Freshly gathered or caught seafood is also very tasty, nutritious and plastic free.


And gathering and catching is the natural way, for young and old, to learn about the ebb and flow of the tide, the changing seasons and weather patterns and
how they affect the natural environment.

"To stand at the edge of the sea, to sense the ebb and flow of the tides, to feel the breath of a mist moving over a great salt marsh, to watch the flight of shore birds that have swept up and down the surf lines of the continents for untold thousands of years, to see the running of the old eels and the young shad to the sea, is to have knowledge of things that are as nearly eternal as any earthly life can be.

These things were before ever man stood on the shore of the ocean and looked out upon it with wonder; they continue year in, year out, through the centuries and the ages, while man's kingdoms rise and fall."

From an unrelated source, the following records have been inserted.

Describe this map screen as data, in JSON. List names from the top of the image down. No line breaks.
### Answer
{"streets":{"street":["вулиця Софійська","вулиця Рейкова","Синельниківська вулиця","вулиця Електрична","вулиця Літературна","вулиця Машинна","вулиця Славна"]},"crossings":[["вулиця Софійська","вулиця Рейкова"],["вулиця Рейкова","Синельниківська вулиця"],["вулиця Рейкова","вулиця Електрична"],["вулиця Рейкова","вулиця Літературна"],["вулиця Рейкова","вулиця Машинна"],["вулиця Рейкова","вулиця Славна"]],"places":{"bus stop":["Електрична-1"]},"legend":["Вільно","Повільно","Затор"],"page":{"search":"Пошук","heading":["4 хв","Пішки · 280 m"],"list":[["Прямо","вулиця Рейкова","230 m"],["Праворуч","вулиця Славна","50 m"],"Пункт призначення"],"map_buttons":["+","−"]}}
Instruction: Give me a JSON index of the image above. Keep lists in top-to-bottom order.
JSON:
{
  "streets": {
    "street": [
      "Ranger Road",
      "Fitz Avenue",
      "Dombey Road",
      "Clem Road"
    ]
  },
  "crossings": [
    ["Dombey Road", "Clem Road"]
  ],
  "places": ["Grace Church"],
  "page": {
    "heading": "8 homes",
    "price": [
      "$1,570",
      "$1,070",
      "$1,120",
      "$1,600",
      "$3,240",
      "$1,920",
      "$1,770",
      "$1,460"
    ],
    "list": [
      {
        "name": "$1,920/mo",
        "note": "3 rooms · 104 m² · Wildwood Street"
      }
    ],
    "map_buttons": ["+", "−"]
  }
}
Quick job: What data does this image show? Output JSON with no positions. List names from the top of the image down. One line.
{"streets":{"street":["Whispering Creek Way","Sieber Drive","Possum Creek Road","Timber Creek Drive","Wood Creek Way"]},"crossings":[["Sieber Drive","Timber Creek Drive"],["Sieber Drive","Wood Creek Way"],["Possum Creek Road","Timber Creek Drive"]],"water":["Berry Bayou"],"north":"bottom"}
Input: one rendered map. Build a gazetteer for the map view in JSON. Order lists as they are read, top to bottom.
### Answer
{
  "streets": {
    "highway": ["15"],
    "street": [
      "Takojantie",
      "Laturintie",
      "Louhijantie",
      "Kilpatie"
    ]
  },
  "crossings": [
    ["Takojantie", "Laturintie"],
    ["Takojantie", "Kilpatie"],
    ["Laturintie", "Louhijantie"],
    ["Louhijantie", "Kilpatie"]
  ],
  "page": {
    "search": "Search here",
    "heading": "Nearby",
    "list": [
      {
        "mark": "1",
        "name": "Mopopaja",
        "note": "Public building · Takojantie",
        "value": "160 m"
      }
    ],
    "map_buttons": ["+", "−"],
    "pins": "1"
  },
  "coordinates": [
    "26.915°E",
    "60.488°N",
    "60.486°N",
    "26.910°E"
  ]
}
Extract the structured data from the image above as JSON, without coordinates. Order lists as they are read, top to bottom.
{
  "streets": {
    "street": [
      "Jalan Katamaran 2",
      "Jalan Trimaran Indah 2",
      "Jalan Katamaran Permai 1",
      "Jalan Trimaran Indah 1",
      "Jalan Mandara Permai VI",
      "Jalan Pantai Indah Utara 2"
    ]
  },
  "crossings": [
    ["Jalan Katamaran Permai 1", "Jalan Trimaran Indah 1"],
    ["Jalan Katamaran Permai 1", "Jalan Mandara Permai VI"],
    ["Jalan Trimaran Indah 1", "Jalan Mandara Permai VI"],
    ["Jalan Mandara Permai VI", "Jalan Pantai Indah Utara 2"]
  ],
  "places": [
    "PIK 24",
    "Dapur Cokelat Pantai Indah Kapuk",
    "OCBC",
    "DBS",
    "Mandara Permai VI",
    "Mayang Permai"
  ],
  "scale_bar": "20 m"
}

(Rachel Carson "Under The Sea-Wind")

to Search for books on Rachel Carson from an Independent Book Shop Near You.

Hunter Gathering for Fun

rock pool

I am constantly humbled by how little I know about the natural world around me.

Yet the kid in me still loves to poke about in rock pools, perhaps it is just curiosity or maybe there is some vestige of the hunter gathering instinct still dormant in my psyche?

Unfortunately it is virtually impossible to live the hunter gatherer lifestyle in our modern overcrowded world.

And not many of us would be prepared to put up with the vicissitudes of such a life.

However, for the forager, the seashore not only holds surprising culinary potential but learning about these foods can be a fun way to enrich your knowledge of the environment.

And perhaps also help us to learn to live more harmoniously with nature.

hermit crab

Almost any seacoast has its share of wild food but to take advantage you will need to learn about the ebb and flow of the tide, the changing rhythms of the seasons as well as the fascinating unpredictability of nature.

Treat it as fun and be flexible, learn to adapt and adjust to what comes your way by resurrecting your innate senses of the hunter-gatherer.

However, to keep it fun you must always be aware that the coat is potentially a wild and dangerous place.


There are numerous traps for the unwary.

Every year rescue services around the world are called upon to retrieve people trapped by the tide, yet tides are predictable, it only takes a few moments to check the tables

Always err on the side of caution.

The same goes for weather forecasts, go prepared for the worst, regardless.

Get as much local knowledge as you can regarding the safety of the area.

Also check up on any local laws or regulations regarding foraging.

More and more authorities are designation areas as protected, mostly for environmental reasons, the claim that you only wanted a few shrimps might not save you from a hefty fine.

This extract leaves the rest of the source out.